Another poet was Mīr Ḥasan Dihlavī,* whose anthology also has enslaved the east and west of the world. Although in that reign there were other poets who composed anthologies, still by reason of these two eminent poets the mention of the others sinks into insignificance.

“When the sun comes out the stars disappear.”

The death of Mīr Khusrū took place in the year 725 H. (1325 A.D.). He is buried in Dihlī at the foot of the sacred tomb of his own spiritual instructor* may God shew mercy to them.

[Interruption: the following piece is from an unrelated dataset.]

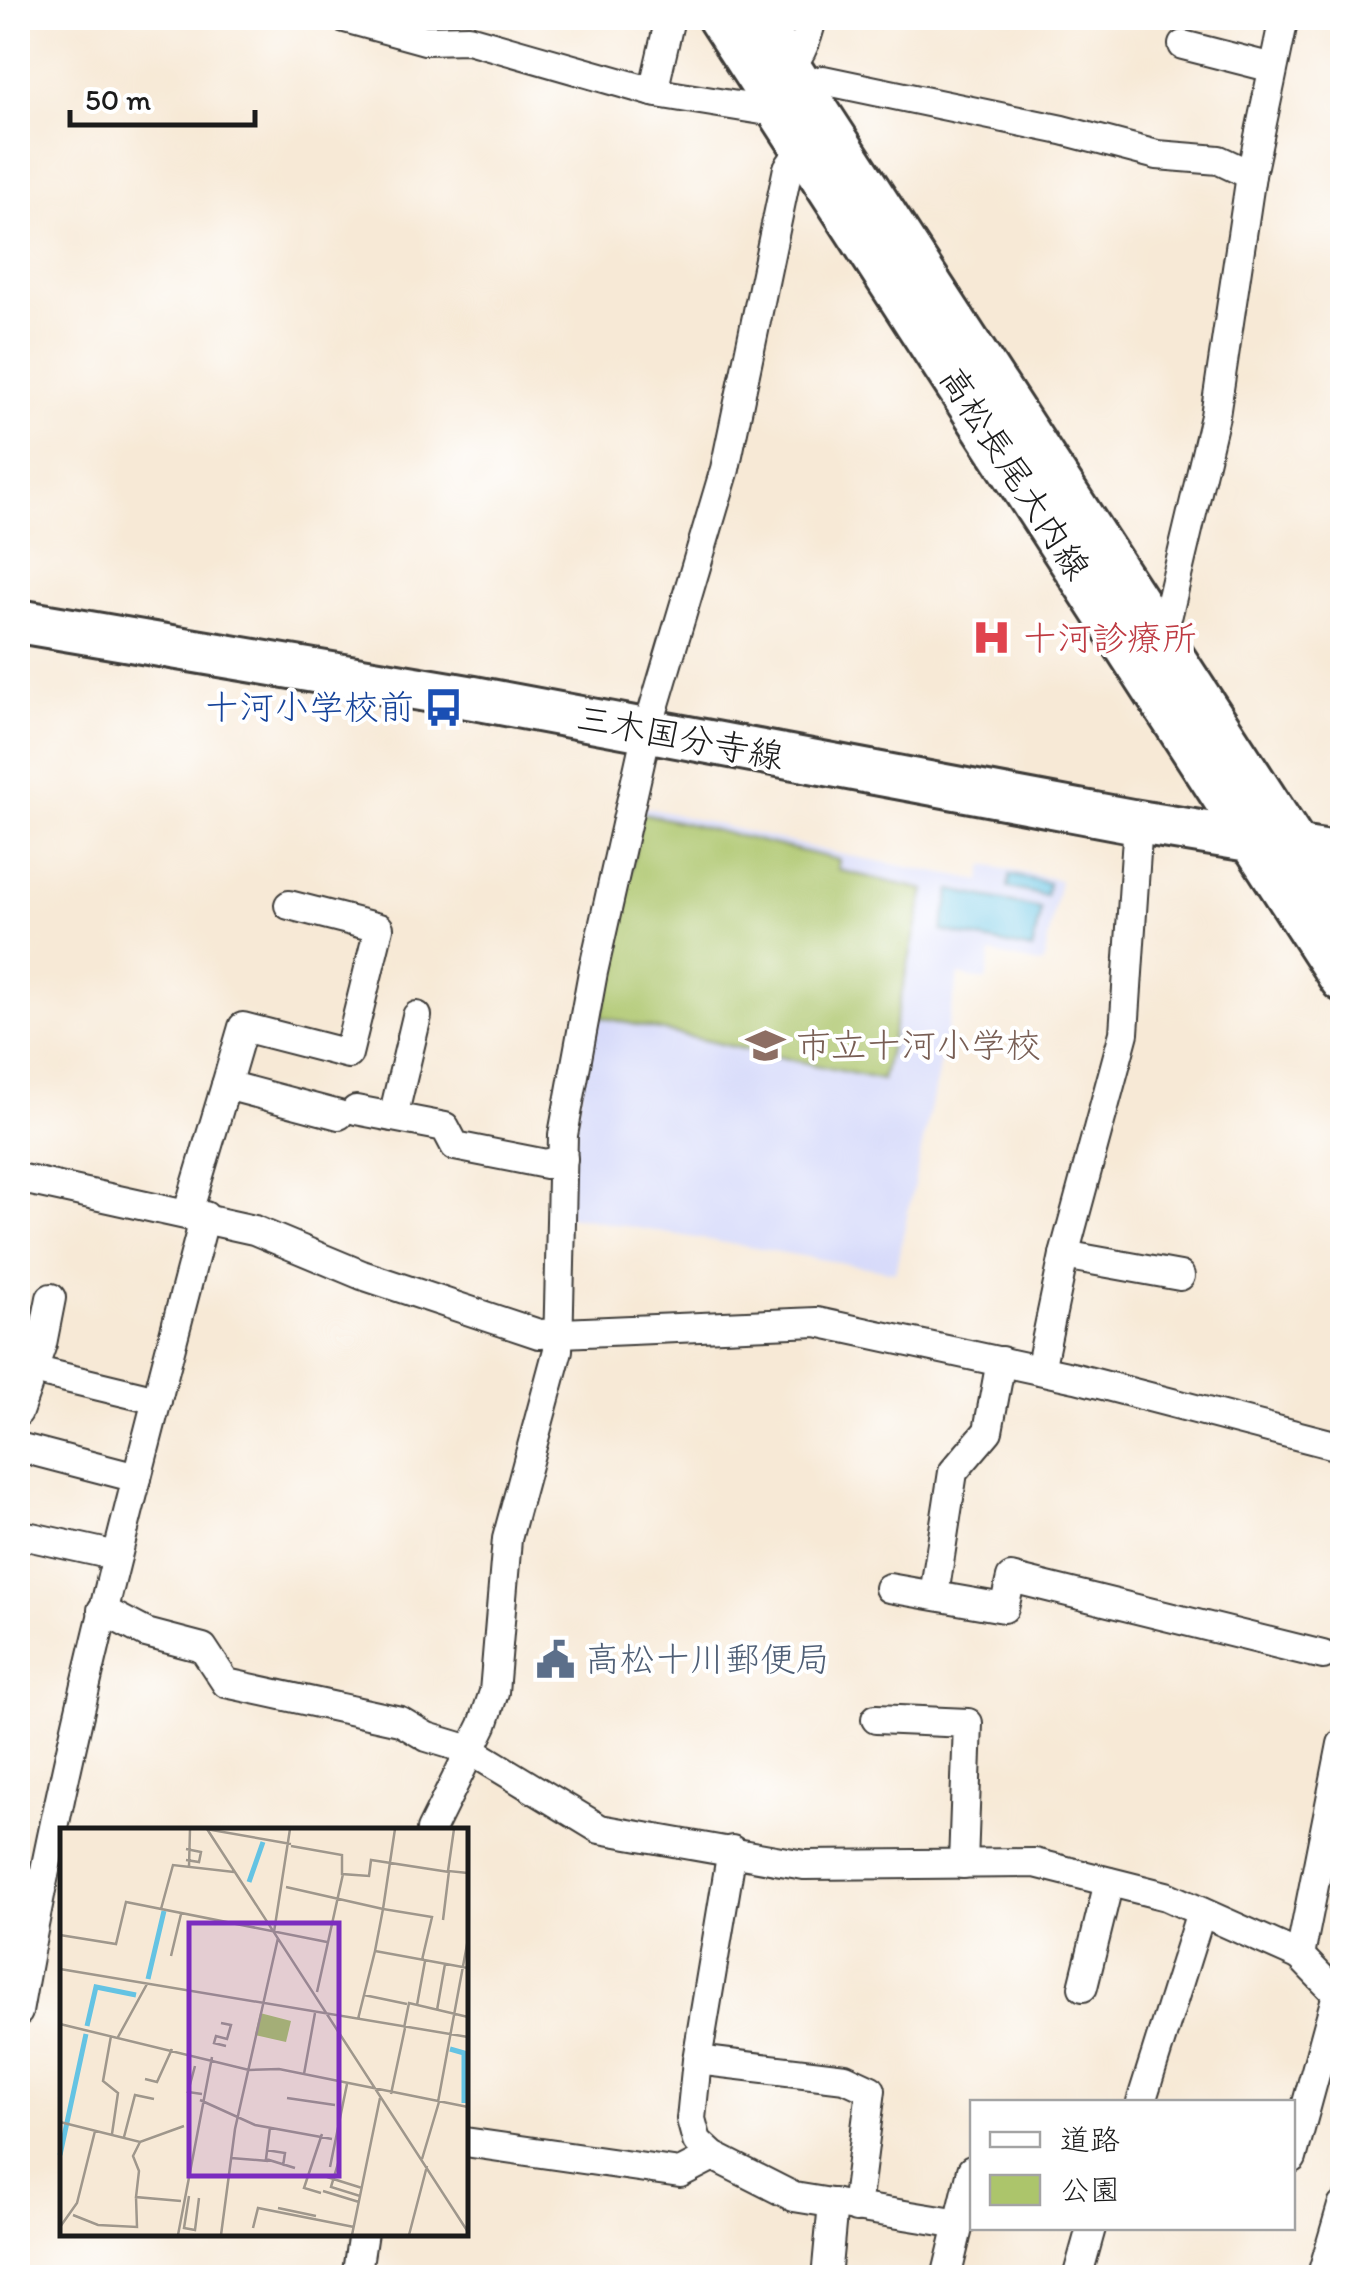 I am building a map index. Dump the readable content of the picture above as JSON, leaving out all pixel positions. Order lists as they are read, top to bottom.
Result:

Maulānā Shihāb* wrote an enigmatical chronogram upon that, and having had it engraved upon a tablet of stone had it fixed above the shrine* of Mīr Khusrū. It is as follows:—

Mīr Khusrū, the Khusrū of the kingdom of eloquence,
That ocean of excellence, and sea of perfection;
His prose is more attractive than flowing water,
His poetry purer than the most limpid streams;
A sweet-singing nightingale without a rival,
Honey-tongued parrot without an equal:
In tracing the date of the year of his death,
When I placed my head upon the knee of thought,
One phrase ‘Adīmu-l-Mil* came as the date,
Another was Ṭūī-i-Shakar Maqāl.*

Mīr Ḥasan, in the year in which Sulān Muḥammad having laid waste Dihlī built Daulatābād* in the Deccan, died in that country, and was buried in the city of Daulatābād where his tomb is well known, and is visited as a shrine of sanctity.

‘Ārif Jāmī,* may his resting-place be sanctified, says—

Those two parrots from whose birth
Hindustān was filled with sugar,
Became at last a mark for the arrow of the sky
And were silenced and prisoned in the cage of earth.